TASK REQUIREMENTS
Reproduce the entries exactly and omit the pictures.

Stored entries
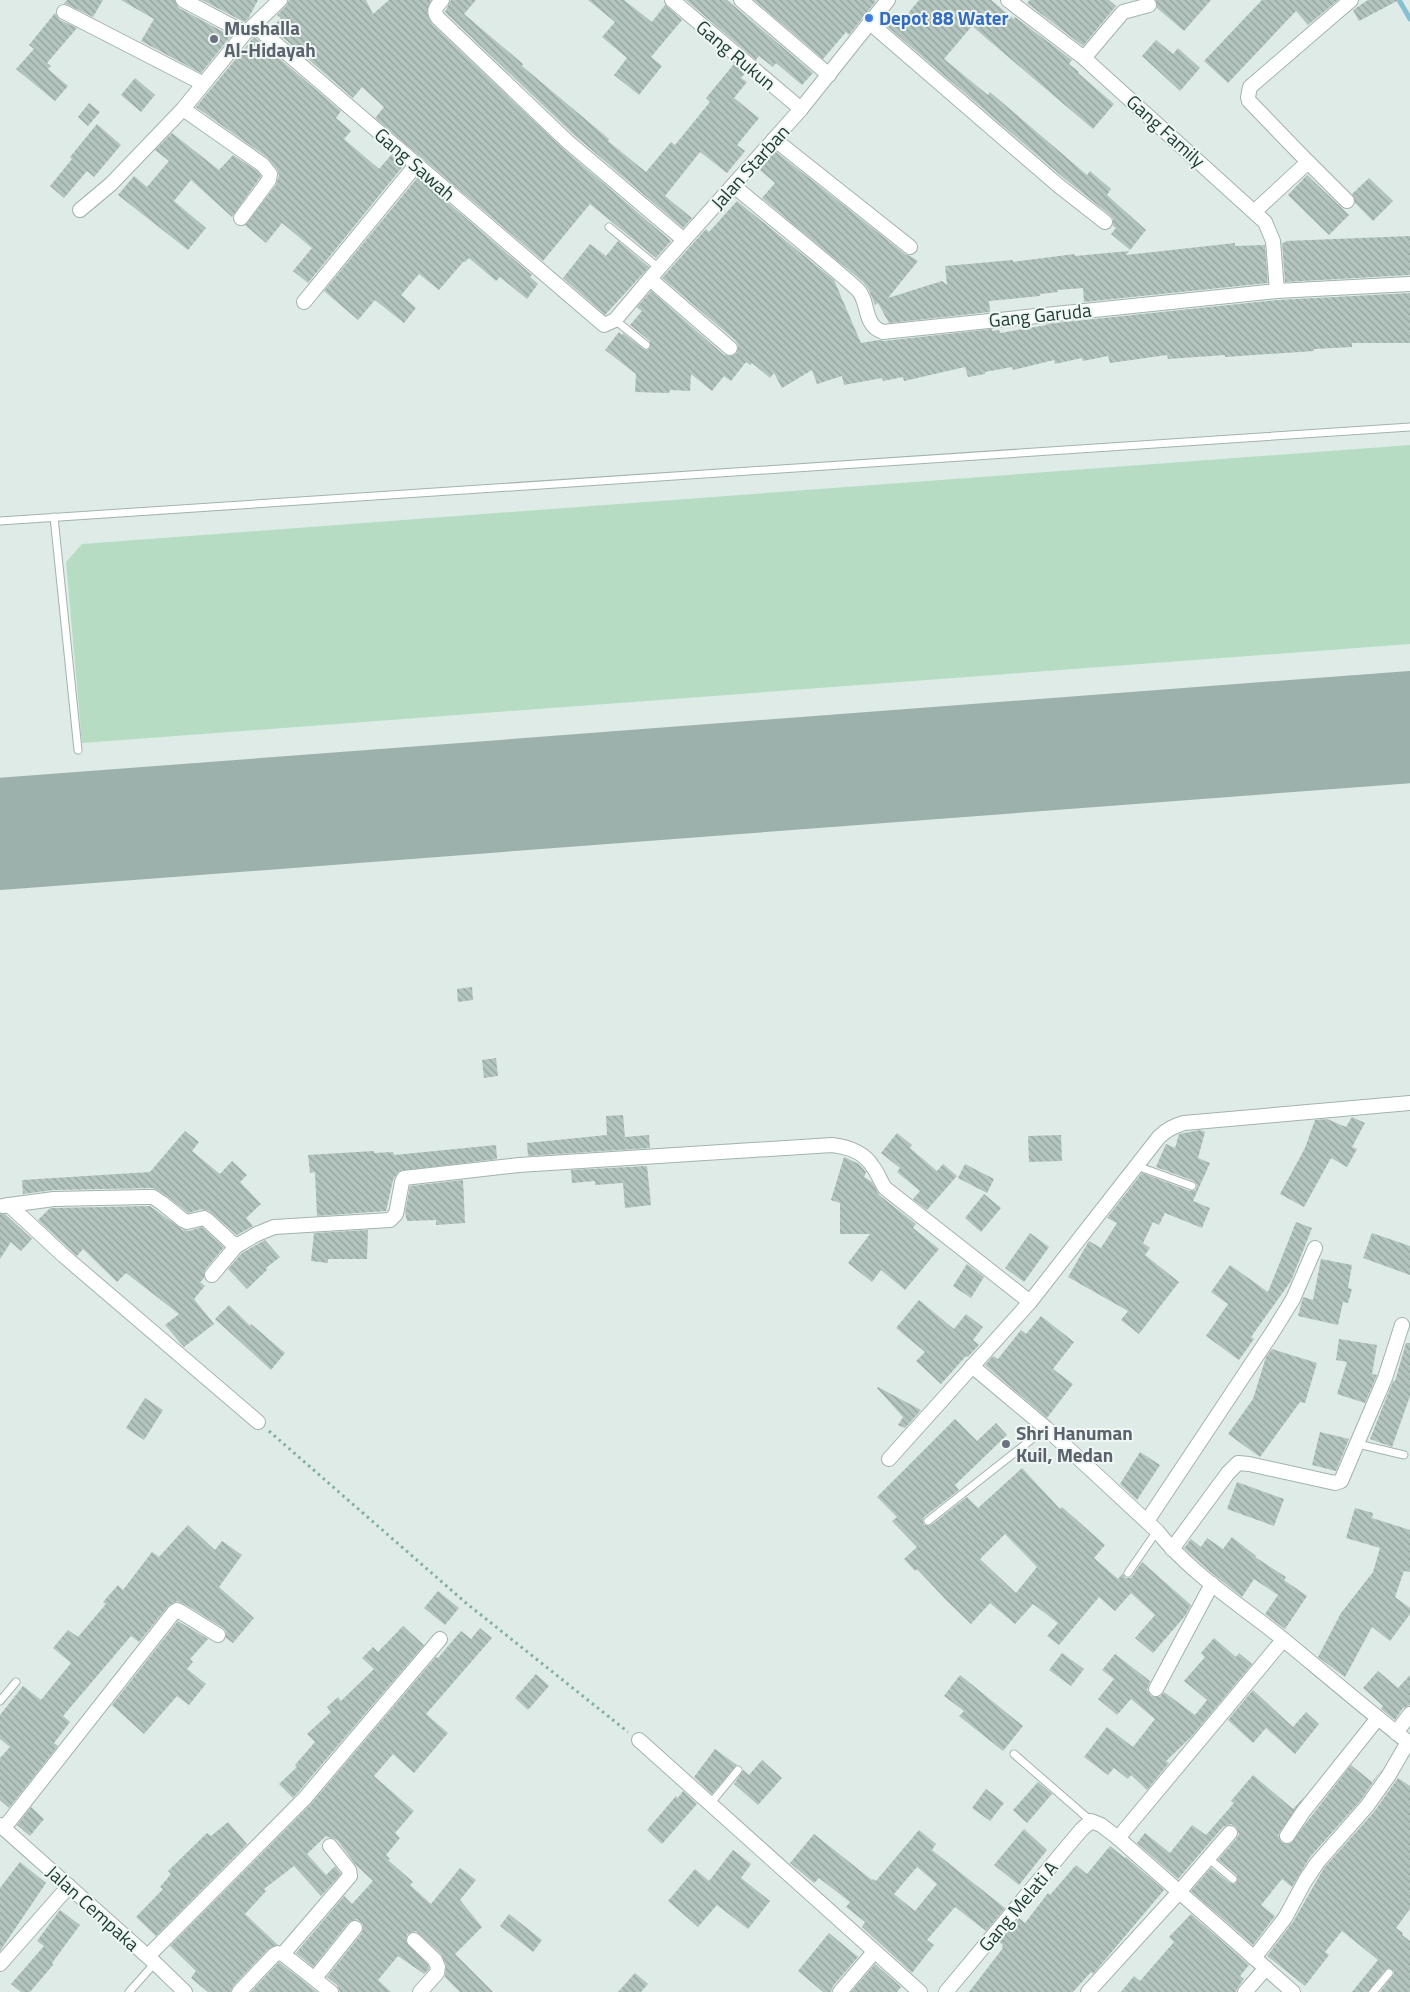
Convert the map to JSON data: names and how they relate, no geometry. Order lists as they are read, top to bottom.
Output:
{
  "streets": {
    "street": [
      "Gang Rukun",
      "Gang Family",
      "Gang Sawah",
      "Jalan Starban",
      "Gang Garuda",
      "Gang Melati A",
      "Jalan Cempaka"
    ]
  },
  "crossings": [
    ["Gang Rukun", "Jalan Starban"],
    ["Gang Family", "Gang Garuda"],
    ["Gang Sawah", "Jalan Starban"],
    ["Jalan Starban", "Gang Garuda"]
  ],
  "places": ["Depot 88 Water", "Mushalla Al-Hidayah", "Shri Hanuman Kuil, Medan"]
}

RESULT FOR THIS TASK
Convert the map to JSON data: names and how they relate, no geometry. Order lists as they are read, top to bottom.
Output:
{
  "streets": {
    "street": [
      "Gang Rukun",
      "Gang Family",
      "Gang Sawah",
      "Jalan Starban",
      "Gang Garuda",
      "Gang Melati A",
      "Jalan Cempaka"
    ]
  },
  "crossings": [
    ["Gang Rukun", "Jalan Starban"],
    ["Gang Family", "Gang Garuda"],
    ["Gang Sawah", "Jalan Starban"],
    ["Jalan Starban", "Gang Garuda"]
  ],
  "places": ["Depot 88 Water", "Mushalla Al-Hidayah", "Shri Hanuman Kuil, Medan"]
}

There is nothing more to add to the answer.